# Master's Seminary, Southern Baptist Theological, or Trinity Evangelical Divinity?



## ArmyChaplain

I am currently an undergraduate student and plan to attend seminary in Spring 2013 to pursue a M.Div for ministry in Army Chaplaincy. I have applied to The Master's Seminary and Southern Baptist Theological Seminary. I have so far been accepted into TMS and am awaiting word from SBTS. I have seen mention of Trinity Evangelical Divinity School a few times and will look into them also. What are the pros and cons of each of these 3 seminaries AND their M.Div. programs? I am looking for sound doctrine, a well-rounded institution, top-notch education, and many opportunities/areas of ministry and social/recreational activities.


----------



## Pilgrim

Jaeden,

Welcome to the PuritanBoard!

One thing to keep in mind is that, fairly or not, people are going to tend to categorize you based on your degree, perhaps especially early in your "career." If you go to a dispensational school, it will be assumed if you are dispensational until proven otherwise. The same goes for having a degree from a Reformed/Presbyterian school, a Calvinistic Baptist school, a more Arminian Baptist school or whatever. 

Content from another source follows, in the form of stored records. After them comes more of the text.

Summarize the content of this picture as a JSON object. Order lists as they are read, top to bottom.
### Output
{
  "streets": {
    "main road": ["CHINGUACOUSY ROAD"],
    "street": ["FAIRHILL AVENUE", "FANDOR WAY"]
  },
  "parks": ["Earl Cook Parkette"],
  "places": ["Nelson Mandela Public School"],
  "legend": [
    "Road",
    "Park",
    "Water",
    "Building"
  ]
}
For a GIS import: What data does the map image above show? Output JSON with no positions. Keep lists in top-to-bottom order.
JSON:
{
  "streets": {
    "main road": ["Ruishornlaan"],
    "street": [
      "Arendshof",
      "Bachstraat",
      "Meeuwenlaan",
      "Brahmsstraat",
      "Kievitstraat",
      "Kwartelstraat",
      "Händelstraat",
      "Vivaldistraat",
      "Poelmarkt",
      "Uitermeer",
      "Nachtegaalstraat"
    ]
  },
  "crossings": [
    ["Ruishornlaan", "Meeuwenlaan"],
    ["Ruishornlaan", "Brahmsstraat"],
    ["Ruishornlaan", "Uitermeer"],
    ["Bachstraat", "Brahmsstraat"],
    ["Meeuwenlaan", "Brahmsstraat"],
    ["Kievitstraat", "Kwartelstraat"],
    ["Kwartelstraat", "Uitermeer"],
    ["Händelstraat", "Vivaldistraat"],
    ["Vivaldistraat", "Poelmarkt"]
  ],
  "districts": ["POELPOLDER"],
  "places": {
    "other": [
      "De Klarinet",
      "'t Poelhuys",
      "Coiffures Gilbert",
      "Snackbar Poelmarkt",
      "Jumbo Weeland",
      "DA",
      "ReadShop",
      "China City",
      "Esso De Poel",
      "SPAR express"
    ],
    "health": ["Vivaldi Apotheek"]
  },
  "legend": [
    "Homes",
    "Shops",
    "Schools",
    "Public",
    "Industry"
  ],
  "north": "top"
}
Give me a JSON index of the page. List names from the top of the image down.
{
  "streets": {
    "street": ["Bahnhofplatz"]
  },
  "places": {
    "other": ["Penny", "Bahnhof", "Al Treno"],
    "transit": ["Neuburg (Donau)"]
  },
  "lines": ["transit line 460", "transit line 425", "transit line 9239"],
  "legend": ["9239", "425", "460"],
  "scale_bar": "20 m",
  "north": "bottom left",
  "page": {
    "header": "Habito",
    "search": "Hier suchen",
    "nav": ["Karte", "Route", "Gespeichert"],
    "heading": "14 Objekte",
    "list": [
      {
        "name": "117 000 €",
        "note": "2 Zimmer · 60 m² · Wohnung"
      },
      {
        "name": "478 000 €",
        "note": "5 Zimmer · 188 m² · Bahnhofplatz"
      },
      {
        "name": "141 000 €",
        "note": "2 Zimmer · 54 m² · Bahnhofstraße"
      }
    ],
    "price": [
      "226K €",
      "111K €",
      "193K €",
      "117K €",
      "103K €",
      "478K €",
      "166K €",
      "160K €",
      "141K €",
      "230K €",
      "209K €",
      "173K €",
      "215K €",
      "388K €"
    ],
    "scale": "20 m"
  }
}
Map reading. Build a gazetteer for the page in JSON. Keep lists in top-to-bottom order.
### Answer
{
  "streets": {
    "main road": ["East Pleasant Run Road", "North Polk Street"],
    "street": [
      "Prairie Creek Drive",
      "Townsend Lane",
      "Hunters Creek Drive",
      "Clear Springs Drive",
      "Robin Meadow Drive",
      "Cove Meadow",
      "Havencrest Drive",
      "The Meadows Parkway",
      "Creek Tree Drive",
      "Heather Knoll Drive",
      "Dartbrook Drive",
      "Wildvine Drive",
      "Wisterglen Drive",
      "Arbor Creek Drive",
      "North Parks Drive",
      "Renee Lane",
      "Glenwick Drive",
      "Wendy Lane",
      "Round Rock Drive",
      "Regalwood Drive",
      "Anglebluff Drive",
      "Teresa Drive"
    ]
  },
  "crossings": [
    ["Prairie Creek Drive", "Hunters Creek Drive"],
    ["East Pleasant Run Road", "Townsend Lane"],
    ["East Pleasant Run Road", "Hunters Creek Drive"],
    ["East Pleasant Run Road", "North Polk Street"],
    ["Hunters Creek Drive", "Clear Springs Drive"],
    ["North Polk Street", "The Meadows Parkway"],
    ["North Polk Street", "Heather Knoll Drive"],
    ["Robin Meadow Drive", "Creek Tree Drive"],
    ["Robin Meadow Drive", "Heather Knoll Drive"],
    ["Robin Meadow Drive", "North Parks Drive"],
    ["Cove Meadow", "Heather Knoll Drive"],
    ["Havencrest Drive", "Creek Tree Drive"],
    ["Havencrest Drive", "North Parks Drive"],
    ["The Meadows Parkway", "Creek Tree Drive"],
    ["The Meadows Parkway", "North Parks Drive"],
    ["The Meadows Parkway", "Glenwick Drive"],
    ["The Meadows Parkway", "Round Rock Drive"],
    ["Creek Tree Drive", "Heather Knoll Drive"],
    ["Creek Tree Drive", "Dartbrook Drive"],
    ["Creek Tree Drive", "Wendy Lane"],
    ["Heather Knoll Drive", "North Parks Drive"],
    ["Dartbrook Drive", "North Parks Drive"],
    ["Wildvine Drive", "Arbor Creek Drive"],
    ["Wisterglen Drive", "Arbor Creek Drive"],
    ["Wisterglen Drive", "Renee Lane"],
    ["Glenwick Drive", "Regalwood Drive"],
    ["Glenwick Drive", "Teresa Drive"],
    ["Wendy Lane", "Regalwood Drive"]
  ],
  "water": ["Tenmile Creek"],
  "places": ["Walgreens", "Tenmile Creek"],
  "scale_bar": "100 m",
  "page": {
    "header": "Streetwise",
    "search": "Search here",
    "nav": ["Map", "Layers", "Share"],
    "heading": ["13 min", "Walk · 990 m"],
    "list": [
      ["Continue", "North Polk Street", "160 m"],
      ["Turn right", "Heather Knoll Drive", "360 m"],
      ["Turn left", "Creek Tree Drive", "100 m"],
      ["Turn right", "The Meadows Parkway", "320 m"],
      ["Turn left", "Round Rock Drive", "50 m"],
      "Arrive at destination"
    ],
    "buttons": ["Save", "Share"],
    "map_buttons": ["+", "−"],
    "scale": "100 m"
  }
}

If you intend to remain Southern Baptist, SBTS would be the clear choice. A lot of churches are going to prefer a prospective pastor have a degree from one of their schools. (And which one it is can make a difference too in some cases.) While it's not confessionally "Reformed Baptist," it's closer to it than TMS or TEDS. It is also one of the top evangelical seminaries in the world. I think most if not all of the faculty there will be generally Calvinistic, but not all of them (and that includes some prominent ones) are 5 point Calvinists. 

TMS is dispensational. A Calvinistic brand of dispensationalism is what you'll be taught there. Compare the TMS doctrinal statement to historic Baptist doctrinal statements like the LBCF, the Abstract of Principles (the official statement of SBTS) or even the New Hampshire Confession. (In particular, compare the ecclesiology and eschatology of those statements.) Anyone who is not on board with a pre-trib rapture will be out of step at TMS. That's not to denigrate TMS but it is what it is. I think their M.Div. program is what it is too, (a focus on languages and expository preaching geared to training pastors) whereas the other schools have more options to focus on certain things, whether it be Biblical Languages, expository preaching, Biblical Studies, etc. One advantage to TMS is that it's on the Grace Church campus and there would be unique opportunities to be mentored there in that respect that you might not get elsewhere unless you purposely seek it out. If you're familiar with that ministry you have a better idea what to expect. There certainly would be ministry opportunities available at SBTS. From what I can tell students are involved in multi-site megachurches to small country churches and everywhere in between.

TEDS is more broadly evangelical than either and has some excellent professors. It may also be the most expensive evangelical seminary in the country. (I don't know whether or not the Army will be paying your tuition or not or how much they will pay.) 

The Biblical Counseling departments at TMS and SBTS have a Biblical/Nouthetic Counseling focus as opposed to the integration of Biblical and secular psychological counseling methods that you will find at many evangelical seminaries. I have no idea what the focus at TEDS is in that regard. I would think that a lot of what Chaplains do falls under the umbrella of counseling, so this aspect may be something to consider. 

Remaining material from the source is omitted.